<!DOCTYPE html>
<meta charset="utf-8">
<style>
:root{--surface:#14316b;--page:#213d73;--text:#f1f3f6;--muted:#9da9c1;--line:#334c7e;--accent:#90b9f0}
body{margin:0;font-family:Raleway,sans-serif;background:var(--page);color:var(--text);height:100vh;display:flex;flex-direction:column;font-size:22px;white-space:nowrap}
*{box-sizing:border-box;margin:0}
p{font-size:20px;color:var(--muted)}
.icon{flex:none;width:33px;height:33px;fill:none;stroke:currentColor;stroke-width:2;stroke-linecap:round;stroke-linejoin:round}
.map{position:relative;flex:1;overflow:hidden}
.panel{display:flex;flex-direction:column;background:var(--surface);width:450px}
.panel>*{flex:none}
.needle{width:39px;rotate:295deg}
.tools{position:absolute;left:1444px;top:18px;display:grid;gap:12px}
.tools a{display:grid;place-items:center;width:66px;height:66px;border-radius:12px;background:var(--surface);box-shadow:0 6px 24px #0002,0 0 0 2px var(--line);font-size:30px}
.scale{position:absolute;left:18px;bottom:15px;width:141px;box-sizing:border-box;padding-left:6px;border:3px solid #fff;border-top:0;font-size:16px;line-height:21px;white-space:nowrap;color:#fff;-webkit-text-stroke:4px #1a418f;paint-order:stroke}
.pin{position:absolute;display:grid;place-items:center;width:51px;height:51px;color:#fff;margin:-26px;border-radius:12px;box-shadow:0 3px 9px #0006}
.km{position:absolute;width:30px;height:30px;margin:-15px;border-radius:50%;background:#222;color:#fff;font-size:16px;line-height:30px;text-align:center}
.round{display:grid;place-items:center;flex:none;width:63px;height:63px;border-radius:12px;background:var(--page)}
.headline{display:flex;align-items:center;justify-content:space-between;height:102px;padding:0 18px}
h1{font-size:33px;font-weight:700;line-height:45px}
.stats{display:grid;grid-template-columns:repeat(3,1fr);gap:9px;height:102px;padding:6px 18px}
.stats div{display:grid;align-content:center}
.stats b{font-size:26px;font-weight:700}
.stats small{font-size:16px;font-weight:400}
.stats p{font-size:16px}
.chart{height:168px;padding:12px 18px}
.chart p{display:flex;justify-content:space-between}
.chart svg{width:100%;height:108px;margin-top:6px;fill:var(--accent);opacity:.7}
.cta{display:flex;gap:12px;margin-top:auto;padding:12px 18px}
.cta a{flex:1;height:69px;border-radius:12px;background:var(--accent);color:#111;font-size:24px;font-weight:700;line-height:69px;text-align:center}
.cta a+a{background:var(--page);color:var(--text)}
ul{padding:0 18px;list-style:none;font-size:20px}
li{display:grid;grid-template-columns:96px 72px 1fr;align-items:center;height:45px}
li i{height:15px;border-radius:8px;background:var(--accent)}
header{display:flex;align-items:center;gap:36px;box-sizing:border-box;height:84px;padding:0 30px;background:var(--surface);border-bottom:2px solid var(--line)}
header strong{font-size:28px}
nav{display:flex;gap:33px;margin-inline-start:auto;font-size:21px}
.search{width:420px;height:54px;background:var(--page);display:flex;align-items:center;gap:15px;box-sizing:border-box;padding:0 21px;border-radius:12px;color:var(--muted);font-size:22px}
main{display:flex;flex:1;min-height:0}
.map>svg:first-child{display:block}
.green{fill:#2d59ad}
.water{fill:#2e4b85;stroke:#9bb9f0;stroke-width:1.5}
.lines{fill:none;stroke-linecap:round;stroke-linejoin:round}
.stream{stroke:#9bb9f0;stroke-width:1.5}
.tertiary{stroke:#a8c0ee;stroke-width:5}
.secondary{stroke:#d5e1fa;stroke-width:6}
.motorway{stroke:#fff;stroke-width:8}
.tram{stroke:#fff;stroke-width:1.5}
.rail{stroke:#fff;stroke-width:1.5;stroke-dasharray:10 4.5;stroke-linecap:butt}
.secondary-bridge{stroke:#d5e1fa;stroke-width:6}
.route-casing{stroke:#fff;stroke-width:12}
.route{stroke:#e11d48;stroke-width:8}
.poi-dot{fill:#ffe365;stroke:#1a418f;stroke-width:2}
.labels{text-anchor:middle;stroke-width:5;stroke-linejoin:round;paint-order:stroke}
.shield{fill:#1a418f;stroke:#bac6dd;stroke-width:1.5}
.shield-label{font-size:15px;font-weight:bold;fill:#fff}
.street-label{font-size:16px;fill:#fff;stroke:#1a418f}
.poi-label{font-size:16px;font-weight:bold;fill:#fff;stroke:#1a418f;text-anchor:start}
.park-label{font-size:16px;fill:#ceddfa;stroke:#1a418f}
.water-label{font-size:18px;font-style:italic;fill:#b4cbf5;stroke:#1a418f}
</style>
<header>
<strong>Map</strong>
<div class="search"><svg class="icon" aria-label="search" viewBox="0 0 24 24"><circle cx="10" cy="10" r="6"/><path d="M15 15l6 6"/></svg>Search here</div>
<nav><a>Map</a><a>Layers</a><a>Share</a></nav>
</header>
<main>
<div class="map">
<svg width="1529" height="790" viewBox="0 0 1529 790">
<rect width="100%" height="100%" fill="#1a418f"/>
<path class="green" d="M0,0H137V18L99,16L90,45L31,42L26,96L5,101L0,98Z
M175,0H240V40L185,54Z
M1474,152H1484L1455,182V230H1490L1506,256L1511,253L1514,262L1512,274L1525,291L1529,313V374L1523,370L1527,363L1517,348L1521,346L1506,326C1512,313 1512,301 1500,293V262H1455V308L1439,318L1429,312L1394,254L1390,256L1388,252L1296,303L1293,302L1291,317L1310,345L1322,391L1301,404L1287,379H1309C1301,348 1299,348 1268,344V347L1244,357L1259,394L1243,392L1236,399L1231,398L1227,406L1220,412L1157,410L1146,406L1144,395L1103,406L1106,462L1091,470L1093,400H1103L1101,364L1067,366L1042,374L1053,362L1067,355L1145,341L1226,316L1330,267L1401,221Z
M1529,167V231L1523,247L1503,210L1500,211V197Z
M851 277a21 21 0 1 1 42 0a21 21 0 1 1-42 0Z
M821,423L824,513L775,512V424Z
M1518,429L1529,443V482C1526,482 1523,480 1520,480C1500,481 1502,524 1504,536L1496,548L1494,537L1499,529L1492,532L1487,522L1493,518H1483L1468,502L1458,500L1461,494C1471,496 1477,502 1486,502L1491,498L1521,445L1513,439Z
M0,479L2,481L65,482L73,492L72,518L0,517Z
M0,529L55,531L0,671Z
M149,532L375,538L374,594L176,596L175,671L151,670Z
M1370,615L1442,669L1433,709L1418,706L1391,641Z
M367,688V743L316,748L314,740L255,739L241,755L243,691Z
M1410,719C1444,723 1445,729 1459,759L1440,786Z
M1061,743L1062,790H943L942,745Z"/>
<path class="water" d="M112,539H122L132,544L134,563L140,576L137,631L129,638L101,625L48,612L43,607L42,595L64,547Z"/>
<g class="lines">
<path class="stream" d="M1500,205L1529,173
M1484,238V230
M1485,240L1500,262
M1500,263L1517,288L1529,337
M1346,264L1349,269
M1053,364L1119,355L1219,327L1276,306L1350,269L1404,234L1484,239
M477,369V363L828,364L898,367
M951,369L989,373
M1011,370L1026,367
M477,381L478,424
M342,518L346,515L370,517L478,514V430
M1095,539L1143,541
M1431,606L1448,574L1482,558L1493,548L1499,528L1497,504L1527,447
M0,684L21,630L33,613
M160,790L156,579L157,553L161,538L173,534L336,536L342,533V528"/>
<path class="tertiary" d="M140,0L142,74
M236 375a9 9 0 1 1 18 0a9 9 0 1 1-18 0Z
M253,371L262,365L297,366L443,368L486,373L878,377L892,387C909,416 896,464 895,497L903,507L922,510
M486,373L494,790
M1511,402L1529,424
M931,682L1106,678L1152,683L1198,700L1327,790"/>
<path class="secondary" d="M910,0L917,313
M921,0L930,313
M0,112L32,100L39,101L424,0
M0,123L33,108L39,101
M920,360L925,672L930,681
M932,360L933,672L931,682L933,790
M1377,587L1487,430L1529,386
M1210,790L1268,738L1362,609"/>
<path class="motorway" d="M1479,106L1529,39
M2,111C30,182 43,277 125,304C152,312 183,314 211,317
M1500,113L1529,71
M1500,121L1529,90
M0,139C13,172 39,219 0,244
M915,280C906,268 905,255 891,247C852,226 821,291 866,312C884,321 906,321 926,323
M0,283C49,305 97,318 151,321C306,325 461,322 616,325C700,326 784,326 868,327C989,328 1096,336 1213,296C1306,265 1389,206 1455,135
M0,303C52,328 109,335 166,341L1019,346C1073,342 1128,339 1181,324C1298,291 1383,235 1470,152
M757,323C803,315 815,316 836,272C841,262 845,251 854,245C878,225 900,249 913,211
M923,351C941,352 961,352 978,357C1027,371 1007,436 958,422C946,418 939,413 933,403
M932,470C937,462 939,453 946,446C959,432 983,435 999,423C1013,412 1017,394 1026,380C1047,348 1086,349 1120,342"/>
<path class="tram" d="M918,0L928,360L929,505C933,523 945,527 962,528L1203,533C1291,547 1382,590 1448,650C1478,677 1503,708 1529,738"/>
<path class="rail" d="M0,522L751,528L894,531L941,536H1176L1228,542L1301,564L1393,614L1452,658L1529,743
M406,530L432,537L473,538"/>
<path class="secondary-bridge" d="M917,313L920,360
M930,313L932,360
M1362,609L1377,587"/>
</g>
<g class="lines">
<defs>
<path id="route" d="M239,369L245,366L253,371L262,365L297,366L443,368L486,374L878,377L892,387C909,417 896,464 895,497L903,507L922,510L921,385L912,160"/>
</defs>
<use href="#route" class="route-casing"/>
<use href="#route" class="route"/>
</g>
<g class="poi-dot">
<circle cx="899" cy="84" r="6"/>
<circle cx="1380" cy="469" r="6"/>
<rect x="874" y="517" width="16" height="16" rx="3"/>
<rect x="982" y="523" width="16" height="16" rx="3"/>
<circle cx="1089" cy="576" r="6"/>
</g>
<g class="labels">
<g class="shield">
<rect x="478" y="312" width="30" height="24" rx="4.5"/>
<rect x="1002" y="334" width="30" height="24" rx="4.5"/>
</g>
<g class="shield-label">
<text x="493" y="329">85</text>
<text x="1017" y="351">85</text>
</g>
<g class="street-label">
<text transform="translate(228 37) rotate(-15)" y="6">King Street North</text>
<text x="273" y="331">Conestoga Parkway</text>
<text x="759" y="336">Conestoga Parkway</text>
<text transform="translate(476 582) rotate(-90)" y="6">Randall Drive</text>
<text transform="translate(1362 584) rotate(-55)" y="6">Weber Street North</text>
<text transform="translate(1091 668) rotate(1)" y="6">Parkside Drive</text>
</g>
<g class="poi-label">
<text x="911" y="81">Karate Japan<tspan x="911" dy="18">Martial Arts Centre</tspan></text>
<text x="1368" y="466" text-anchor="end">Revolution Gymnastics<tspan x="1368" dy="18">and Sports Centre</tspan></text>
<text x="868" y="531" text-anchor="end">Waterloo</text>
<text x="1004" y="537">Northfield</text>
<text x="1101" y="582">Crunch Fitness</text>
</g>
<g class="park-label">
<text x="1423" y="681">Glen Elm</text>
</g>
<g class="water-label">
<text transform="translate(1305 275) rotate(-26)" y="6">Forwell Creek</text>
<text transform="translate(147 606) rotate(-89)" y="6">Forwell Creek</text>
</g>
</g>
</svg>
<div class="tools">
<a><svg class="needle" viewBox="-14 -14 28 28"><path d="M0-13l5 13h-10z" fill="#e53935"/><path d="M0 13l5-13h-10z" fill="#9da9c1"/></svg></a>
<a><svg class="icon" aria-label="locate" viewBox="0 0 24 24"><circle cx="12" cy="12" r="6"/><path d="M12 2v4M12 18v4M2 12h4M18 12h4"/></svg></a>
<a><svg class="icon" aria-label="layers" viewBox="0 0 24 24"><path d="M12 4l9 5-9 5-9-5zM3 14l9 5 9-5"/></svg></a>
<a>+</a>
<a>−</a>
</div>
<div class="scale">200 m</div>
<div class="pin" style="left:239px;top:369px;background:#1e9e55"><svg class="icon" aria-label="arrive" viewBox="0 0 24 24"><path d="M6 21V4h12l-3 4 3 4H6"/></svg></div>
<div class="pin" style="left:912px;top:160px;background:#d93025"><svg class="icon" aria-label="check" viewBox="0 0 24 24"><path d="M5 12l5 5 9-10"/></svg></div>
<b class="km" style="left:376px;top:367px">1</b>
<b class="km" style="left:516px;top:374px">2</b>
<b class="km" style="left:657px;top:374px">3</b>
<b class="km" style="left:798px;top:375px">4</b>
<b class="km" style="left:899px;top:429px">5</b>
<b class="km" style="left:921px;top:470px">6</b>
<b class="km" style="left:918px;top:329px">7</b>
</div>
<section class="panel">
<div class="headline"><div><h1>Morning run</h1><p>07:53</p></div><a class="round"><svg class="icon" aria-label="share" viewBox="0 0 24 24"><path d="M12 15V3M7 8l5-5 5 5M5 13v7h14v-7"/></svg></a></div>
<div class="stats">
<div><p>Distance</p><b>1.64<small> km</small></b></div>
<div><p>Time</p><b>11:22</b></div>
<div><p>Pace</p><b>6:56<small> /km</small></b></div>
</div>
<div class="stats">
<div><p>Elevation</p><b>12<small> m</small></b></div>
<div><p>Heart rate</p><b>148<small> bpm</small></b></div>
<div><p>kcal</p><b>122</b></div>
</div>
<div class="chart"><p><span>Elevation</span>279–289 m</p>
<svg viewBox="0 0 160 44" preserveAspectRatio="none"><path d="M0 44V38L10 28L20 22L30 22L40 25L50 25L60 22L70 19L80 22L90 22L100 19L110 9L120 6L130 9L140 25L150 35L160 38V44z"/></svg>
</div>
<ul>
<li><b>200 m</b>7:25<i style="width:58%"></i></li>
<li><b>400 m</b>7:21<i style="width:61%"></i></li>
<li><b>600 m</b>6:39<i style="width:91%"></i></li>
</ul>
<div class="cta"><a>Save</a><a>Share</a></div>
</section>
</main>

- _What you will do_: Count how many lines of the listing above include "linejoin" and report that number alone.

- _Worked solution_: 3